Auch in das Lager der Blackfeet schien tiefe nächtliche Ruhe eingezogen zu sein. Niemand rührte sich daselbst; die kleinen Feuer glimmten nur noch ganz verstohlen und kämpften sichtbar um ihr kurzes Dasein, als ob diejenigen, welche dieselben während des Tages umschwärmten, sich längst zum Schlaf hingestreckt hätten.

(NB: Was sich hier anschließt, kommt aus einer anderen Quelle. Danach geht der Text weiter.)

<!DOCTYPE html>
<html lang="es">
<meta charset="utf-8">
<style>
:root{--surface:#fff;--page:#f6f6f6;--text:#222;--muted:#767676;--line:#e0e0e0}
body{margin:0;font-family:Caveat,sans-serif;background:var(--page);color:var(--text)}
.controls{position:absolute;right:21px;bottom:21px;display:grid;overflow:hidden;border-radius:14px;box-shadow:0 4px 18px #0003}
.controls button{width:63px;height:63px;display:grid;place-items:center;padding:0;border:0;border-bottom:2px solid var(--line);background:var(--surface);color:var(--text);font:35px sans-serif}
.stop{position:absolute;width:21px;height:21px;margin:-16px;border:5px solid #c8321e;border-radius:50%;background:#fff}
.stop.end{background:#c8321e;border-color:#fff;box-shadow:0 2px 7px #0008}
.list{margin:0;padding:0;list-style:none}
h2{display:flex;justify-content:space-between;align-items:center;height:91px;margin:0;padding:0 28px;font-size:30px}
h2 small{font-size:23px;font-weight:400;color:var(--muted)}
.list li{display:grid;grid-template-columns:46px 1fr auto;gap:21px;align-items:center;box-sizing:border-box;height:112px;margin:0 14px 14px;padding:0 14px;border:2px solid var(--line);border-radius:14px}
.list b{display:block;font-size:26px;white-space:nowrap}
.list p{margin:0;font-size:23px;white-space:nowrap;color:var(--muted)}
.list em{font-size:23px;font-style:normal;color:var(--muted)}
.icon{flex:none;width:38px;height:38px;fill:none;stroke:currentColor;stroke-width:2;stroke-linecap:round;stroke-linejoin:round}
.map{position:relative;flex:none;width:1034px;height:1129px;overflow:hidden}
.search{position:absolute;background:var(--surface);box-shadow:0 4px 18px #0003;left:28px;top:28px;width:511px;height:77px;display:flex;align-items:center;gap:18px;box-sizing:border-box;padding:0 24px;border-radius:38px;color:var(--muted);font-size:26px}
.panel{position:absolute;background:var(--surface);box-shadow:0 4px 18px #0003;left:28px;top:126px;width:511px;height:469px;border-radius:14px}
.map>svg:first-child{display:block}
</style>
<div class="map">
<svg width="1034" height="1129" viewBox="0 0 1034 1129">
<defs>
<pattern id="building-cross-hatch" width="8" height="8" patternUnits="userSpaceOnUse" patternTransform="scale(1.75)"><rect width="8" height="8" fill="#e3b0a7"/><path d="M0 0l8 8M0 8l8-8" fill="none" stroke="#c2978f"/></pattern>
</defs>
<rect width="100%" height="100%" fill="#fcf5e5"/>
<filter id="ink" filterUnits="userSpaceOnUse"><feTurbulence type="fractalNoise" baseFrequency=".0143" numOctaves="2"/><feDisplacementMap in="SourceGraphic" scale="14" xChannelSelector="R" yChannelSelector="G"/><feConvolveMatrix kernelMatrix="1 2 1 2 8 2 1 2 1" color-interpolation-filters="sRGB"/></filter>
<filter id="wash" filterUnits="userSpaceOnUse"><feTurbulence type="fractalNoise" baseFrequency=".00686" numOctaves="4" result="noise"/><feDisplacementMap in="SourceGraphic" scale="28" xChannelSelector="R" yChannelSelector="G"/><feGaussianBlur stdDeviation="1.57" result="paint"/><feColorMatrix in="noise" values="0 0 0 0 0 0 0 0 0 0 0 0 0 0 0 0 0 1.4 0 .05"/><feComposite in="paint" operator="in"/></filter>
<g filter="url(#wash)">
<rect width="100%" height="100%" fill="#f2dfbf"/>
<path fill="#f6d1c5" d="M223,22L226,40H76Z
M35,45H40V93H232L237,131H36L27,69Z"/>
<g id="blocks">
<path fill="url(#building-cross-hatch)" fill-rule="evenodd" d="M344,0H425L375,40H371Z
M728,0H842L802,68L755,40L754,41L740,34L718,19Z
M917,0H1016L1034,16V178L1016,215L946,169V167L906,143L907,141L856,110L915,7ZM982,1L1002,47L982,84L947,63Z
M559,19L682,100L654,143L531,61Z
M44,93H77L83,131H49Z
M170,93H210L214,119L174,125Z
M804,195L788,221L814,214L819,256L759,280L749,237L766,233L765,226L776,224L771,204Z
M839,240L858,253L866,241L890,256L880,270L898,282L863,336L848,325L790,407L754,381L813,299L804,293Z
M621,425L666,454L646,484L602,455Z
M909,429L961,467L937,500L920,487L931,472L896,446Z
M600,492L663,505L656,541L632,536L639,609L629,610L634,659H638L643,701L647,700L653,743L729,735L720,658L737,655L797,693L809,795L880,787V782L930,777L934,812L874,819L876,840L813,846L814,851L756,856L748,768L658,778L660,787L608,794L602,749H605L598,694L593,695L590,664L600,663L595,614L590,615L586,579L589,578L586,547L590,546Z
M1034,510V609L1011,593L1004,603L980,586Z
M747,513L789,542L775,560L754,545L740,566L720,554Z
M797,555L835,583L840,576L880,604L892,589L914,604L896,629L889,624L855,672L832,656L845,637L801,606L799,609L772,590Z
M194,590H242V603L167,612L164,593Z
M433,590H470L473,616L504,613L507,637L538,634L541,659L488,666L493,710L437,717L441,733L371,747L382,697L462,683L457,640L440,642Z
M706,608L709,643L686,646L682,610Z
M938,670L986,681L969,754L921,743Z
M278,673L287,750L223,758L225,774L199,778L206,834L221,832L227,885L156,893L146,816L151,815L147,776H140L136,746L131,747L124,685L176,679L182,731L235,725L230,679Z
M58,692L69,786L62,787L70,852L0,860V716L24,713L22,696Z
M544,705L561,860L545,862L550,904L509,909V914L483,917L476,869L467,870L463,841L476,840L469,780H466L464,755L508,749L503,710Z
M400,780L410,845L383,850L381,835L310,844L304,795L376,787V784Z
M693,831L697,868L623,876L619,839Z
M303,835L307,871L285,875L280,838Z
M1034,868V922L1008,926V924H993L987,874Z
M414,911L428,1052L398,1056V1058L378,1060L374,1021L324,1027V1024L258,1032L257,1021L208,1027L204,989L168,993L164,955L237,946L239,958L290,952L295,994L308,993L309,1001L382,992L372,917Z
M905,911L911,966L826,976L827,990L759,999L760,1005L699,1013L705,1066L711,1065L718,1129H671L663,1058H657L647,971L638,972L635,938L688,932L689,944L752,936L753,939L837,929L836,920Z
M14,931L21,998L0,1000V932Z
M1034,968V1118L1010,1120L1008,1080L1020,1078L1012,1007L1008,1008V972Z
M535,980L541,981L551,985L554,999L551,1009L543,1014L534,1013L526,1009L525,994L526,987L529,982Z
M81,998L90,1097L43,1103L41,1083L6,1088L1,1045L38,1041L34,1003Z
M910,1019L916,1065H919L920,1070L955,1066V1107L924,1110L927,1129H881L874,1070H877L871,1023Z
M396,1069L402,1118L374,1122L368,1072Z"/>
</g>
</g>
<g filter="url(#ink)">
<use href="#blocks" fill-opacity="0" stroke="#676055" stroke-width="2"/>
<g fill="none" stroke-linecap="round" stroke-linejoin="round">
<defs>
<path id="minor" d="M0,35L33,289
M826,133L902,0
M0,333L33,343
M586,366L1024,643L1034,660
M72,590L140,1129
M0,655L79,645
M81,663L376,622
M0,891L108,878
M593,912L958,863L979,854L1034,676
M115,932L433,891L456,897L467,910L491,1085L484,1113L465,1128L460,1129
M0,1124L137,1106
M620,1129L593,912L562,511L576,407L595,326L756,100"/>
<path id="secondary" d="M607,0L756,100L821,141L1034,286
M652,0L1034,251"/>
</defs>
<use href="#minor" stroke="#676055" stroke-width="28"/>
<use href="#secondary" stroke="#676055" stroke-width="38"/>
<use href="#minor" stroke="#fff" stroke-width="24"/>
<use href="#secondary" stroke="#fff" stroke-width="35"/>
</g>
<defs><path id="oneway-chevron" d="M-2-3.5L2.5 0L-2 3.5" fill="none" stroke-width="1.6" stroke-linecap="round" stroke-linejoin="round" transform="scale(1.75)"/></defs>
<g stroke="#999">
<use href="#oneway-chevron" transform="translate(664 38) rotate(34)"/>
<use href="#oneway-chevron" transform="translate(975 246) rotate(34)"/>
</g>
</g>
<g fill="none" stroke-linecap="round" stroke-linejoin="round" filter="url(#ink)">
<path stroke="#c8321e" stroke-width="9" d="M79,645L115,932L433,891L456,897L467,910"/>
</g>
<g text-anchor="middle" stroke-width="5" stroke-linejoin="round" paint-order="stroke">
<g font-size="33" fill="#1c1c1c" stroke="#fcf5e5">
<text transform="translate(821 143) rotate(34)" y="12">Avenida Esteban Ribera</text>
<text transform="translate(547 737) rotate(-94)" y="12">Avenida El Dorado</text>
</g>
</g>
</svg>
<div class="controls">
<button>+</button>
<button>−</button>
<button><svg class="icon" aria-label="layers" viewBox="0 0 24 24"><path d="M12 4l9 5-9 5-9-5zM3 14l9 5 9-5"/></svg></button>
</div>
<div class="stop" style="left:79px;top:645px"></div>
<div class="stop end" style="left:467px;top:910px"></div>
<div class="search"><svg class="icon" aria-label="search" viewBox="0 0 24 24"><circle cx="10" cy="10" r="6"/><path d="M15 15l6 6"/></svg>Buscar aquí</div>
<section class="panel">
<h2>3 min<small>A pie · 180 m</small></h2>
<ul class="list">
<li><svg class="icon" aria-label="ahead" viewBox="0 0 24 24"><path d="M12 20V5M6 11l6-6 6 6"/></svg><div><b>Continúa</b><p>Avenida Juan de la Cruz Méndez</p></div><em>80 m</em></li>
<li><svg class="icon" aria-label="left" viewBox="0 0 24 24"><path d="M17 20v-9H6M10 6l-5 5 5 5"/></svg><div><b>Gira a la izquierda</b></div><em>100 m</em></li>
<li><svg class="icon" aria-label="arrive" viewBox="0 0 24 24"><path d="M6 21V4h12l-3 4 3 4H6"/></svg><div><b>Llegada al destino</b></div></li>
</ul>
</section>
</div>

Ich hatte wieder meine alte Stelle auf dem Treibholzriff eingenommen; vor mir, an einen Baumstamm gelehnt, stand die Doppelflinte; auf meinen Knieen ruhte meine Büchse. Schanhatta, deren scharfe Organe mir an diesem Abend mehr werth waren, als noch zwei Büchsen, saß neben mir, während Halbert's Jäger sich hart am Rande des Wassers, ungefähr zwanzig Schritte von mir entfernt, so auf den Boden hingestreckt hatte, daß seine Augen sich fast in gleicher Höhe mit dem Spiegel des Stromes befanden, er also um so weiter über die vor ihm sich ausdehnende Wasserfläche hinzuspähen vermochte. –

Eine Stunde verrann, ohne daß die tiefe Stille durch irgend ein verdächtiges Geräusch unterbrochen wor den wäre. Die Nacht war milde und lieblich, und kaum vermochte man sich mit dem Gedanken vertraut zu machen, daß unter ihrem Schleier sich Menschen gegenseitig in wildem unbarmherzigen Kampfe zu vernichten trachteten. In unbeschreiblicher Pracht wölbte sich der Himmel über die weite Landschaft. Milliarden von funkelnden Gestirnen erhellten matt die oberen Luftschichten; nahe dem Erdboden dagegen war es dunkel, so dunkel, daß man auf geringe Entfernungen die äußeren Umrisse der verschiedenen Gegenstände nicht mehr genau mit den Augen verfolgen konnte.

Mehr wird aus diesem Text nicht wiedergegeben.